*TASK OBJECTIVE*:
Give an exact copy of the line that has "3l9 9-9 9-9-9zM9" and of every line below it, through the last, with nothing else.

START SOURCE MATERIAL

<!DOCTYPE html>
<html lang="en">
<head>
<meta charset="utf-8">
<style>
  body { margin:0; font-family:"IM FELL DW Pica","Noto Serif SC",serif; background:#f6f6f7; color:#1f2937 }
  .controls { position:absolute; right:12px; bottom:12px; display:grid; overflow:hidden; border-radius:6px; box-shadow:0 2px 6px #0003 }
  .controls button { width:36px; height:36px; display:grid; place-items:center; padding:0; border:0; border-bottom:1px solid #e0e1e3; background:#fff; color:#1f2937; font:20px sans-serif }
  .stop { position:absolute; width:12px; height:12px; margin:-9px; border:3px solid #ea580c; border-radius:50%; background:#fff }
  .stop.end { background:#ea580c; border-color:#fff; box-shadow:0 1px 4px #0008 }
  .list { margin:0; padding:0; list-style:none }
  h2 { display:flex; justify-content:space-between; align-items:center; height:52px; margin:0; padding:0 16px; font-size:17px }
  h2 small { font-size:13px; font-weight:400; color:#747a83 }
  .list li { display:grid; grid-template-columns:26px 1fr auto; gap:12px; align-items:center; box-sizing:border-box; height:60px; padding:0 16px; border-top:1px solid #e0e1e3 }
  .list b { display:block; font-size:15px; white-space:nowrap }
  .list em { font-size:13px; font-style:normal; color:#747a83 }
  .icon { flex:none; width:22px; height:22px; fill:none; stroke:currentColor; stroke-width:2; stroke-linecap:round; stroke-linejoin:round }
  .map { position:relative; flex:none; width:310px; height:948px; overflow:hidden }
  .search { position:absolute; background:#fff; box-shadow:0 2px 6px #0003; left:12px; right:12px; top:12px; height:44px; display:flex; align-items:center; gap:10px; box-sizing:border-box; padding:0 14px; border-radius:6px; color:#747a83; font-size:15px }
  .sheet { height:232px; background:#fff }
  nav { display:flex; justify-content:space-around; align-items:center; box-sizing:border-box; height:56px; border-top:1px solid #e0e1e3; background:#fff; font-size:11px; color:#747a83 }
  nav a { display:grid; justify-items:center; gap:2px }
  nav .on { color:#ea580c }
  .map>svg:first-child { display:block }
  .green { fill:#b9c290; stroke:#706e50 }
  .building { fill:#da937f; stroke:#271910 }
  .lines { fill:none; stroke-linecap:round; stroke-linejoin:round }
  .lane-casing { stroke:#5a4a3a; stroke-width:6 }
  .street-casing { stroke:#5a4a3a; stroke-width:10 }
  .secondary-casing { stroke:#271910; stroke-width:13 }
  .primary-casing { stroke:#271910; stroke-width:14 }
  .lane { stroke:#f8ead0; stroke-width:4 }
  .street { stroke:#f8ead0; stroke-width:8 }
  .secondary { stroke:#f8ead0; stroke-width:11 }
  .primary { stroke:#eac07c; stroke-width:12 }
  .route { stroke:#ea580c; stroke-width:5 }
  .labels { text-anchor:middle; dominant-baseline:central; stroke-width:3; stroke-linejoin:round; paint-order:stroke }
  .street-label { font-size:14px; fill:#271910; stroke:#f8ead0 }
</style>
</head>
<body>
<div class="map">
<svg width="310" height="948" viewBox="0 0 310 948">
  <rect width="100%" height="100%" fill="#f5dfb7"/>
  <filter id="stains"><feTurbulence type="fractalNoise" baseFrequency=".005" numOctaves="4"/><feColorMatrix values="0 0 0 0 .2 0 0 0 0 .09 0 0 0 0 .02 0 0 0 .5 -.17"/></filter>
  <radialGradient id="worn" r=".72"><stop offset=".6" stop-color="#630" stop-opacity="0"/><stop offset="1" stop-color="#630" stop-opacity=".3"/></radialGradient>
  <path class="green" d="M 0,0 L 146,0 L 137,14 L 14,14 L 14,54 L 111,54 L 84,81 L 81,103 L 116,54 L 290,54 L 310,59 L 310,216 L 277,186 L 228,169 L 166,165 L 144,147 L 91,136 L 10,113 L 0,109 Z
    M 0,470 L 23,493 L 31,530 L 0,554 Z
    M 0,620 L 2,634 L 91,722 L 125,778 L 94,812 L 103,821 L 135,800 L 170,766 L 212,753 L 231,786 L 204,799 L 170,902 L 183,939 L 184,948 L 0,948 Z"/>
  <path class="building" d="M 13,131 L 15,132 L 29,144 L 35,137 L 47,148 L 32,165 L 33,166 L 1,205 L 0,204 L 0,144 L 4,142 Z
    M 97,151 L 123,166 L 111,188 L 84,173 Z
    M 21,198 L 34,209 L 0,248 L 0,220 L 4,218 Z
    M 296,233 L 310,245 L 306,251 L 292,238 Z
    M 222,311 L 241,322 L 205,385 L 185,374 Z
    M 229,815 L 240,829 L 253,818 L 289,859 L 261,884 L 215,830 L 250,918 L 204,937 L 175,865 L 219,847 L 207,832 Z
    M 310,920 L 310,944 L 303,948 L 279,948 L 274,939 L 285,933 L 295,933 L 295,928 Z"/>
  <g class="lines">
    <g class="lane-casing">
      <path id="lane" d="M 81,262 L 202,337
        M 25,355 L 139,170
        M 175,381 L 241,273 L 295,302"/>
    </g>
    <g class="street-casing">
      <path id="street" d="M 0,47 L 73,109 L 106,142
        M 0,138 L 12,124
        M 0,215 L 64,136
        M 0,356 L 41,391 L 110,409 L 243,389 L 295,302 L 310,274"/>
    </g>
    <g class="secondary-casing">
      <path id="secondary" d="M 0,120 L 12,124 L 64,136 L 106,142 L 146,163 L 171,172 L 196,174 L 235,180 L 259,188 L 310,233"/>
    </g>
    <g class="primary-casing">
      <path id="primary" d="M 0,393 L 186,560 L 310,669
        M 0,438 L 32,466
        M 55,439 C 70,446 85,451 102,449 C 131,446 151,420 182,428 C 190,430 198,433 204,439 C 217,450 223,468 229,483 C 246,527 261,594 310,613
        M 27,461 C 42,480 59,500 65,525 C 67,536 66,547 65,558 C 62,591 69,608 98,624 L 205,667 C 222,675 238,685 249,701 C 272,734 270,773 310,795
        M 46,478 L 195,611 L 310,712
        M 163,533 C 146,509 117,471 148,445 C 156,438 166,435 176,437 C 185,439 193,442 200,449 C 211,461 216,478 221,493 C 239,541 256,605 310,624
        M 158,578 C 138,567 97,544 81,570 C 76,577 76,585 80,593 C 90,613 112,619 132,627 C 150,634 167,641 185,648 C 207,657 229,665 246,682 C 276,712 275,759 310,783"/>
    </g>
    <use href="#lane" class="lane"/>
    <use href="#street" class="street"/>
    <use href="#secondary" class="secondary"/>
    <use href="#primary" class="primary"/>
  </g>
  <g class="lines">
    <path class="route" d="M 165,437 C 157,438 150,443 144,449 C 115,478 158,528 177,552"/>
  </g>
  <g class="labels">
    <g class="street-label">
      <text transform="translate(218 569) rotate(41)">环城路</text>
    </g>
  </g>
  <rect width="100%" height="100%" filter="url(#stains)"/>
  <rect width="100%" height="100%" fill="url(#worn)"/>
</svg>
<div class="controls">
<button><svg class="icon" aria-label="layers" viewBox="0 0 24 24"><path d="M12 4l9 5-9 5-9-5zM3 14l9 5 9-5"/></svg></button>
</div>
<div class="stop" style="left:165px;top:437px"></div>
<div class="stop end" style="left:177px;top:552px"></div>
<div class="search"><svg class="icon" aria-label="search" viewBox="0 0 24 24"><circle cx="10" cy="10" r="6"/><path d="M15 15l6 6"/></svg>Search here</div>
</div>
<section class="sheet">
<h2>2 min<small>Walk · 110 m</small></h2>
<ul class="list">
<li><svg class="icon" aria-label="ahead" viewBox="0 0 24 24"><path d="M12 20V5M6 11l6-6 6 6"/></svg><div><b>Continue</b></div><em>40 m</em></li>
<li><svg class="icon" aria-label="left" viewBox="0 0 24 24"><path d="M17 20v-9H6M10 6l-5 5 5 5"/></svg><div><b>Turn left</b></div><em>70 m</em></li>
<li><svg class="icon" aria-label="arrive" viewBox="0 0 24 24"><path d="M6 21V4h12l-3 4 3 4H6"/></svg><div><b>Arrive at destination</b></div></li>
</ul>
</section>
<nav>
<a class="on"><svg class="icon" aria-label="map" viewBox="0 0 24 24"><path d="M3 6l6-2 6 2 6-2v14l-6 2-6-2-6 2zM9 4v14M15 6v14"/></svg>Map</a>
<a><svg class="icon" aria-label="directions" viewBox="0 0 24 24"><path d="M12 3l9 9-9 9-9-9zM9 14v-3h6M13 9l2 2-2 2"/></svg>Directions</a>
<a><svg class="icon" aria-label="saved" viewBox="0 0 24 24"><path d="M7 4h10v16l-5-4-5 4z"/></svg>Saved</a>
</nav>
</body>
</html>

END SOURCE MATERIAL

*RESULT OF THE TASK*:
<a><svg class="icon" aria-label="directions" viewBox="0 0 24 24"><path d="M12 3l9 9-9 9-9-9zM9 14v-3h6M13 9l2 2-2 2"/></svg>Directions</a>
<a><svg class="icon" aria-label="saved" viewBox="0 0 24 24"><path d="M7 4h10v16l-5-4-5 4z"/></svg>Saved</a>
</nav>
</body>
</html>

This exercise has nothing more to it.